My sub-1 list. Pretty sure there are 1083 times there. I don't keep track of avgs (because mobile app), I know I have some sub 1s though.

The 0.14 is a 2 mover, for some reason much faster than all my other 2 movers. I'm not sure if a one mover is possible. The longest I've sub 1'ed is 7 moves, not often though. Only got low 1s at best on 8 moves.

Also I have every 0.xy up to 0.30, which I only got recently with a 0.46.

EDIT:

Read through the thread again. Alex got a one mover on mobile so I guess it is possible, I'm just unlucky. Also Roman's solver is interesting. He only got a 7 mover at worst. Some solutions were very unintuitive (to me) though. Maybe sub 1 global avg is possible.


----------



## @Ratas (Jul 24, 2017)

My record is 0.45 seconds. (3 mover.)


----------



## @Ratas (Jul 24, 2017)

I got 10.28 seconds on 4x4.


----------



## @Ratas (Jul 24, 2017)

9.72 seconds on 4x4.


----------



## @Ratas (Jul 24, 2017)

0.39 seconds on 3x3! (3 mover.)


----------



## @Ratas (Jul 24, 2017)

0.32 seconds on 3x3. (3 mover.)


----------



## tnk351 (Apr 28, 2018)

I found a nice checkerboard pattern:


----------



## @Ratas (Apr 28, 2018)

Is there a version of this where I don't need to wait for the animation of the pieces sliding


----------



## Deathranger999 (Jan 14, 2019)

So uh.

It's been a hot minute since I've even been active at all in the Speedcubing community. 

But I came across this game and this thread again, so I decided to set (to my knowledge) the size record.

150x150

Cool cool.


----------



## Erifdex (Jan 8, 2021)

*Download (Android)** | **Support on Patreon*​
Happy new year Speedsolving! I have just released a brand new version of *switchtile* - a puzzle game for touchscreen devices, where a scrambled two-dimensional grid of tiles must be rearranged back to the original grid pattern as fast as possible.* It's completely free, with no hidden in-app-purchases or adverts. *

I developed the original app 7 years ago in 2014 (if you're getting deja vu!), and it gained a small following of speed-solvers competing for the best times and averages. However it has since grown old, and is now quite outdated and sluggish. As a result, I have spent the past 12 months creating a brand new version, with loads of new features!

*Two modes*- classic & advanced
In classic mode, the rows and columns of the 2d grid wrap around the edges
Advanced mode adds the ability to rotate the central tile(s)

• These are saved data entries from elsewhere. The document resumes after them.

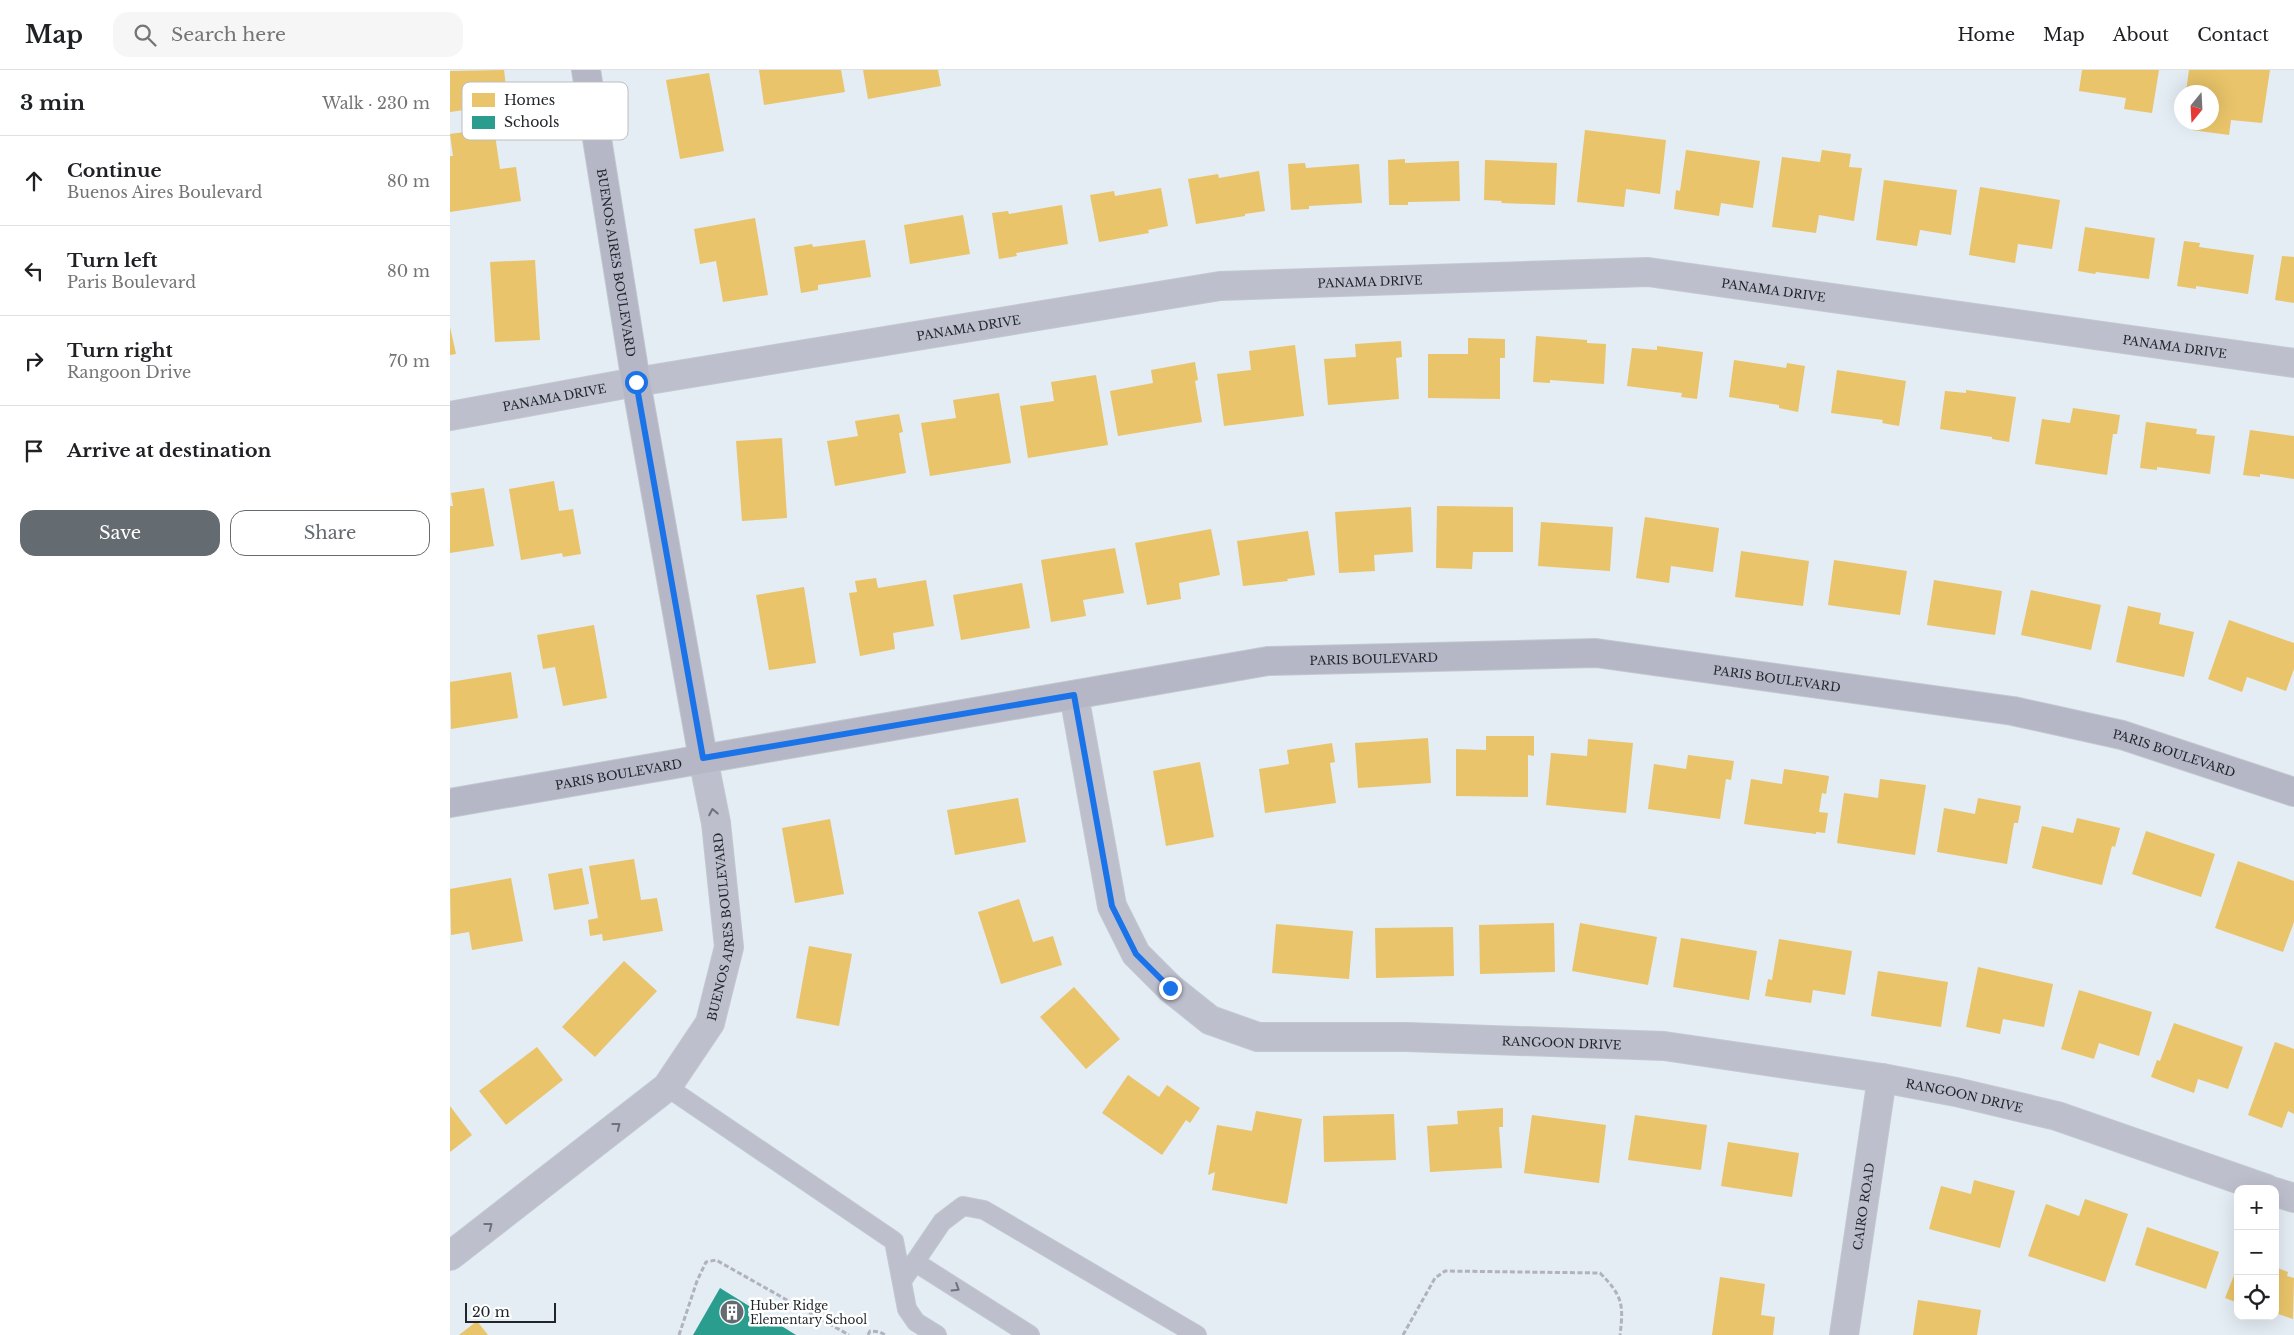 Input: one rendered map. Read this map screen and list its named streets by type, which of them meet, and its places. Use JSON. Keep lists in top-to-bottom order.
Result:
{
  "streets": {
    "street": [
      "BUENOS AIRES BOULEVARD",
      "PANAMA DRIVE",
      "PARIS BOULEVARD",
      "RANGOON DRIVE",
      "CAIRO ROAD"
    ]
  },
  "crossings": [
    ["BUENOS AIRES BOULEVARD", "PANAMA DRIVE"],
    ["BUENOS AIRES BOULEVARD", "PARIS BOULEVARD"],
    ["PARIS BOULEVARD", "RANGOON DRIVE"],
    ["RANGOON DRIVE", "CAIRO ROAD"]
  ],
  "one_way": ["BUENOS AIRES BOULEVARD"],
  "places": {
    "building": ["Huber Ridge Elementary School"]
  },
  "legend": ["Homes", "Schools"],
  "scale_bar": "20 m",
  "north": "bottom",
  "page": {
    "header": "Map",
    "search": "Search here",
    "nav": [
      "Home",
      "Map",
      "About",
      "Contact"
    ],
    "heading": ["3 min", "Walk · 230 m"],
    "list": [
      ["Continue", "Buenos Aires Boulevard", "80 m"],
      ["Turn left", "Paris Boulevard", "80 m"],
      ["Turn right", "Rangoon Drive", "70 m"],
      "Arrive at destination"
    ],
    "buttons": ["Save", "Share"],
    "map_buttons": ["+", "−"],
    "scale": "20 m"
  }
}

*Three board sizes* - 3x3, 4x4, 5x5
*Timed sessions*
Keep track of consecutive solve averages: _mean-of-3, average-of-5 and average-of-12_

*Detailed statistics*
View all of your personal records, and results from every timed session

*Configurable animation speeds*
Tile sliding animations can be completely disabled if you want!

*Multitouch support*
Multiple rows/columns can be interacted with simultaneously!
Using two fingers to swipe a single row/column will move it twice

*Dark theme!*
Loads of different *tile colour schemes*
Constant development is funded through the Patreon page. Although the game has only been released for Android devices so far, *I am planning to prepare and release an iOS version if the Patreon goal is reached*, since iOS development is unfortunately really expensive!

*Screenshots:*

​


----------



## Erifdex (Jan 17, 2021)

*New release: Version 1.1.0*

Added _seeded timed sessions_ - allows you to challenge a friend to an identical set of scrambles!
Added scrollable _list of individual solve times _to session statistics
Fixed "ice cream" tile colour scheme
Small optimisation to scrambling algorithm
Small UI fixes/improvements
Simply *press and hold the "▶ timed session" button *to configure a new seeded timed session. Send the seed you use to someone else to compete with identical scrambles.

_Side note: any times/averages achieved in a seeded timed session do not count towards personal records (this is to prevent cheating by preparing for a seed)._


----------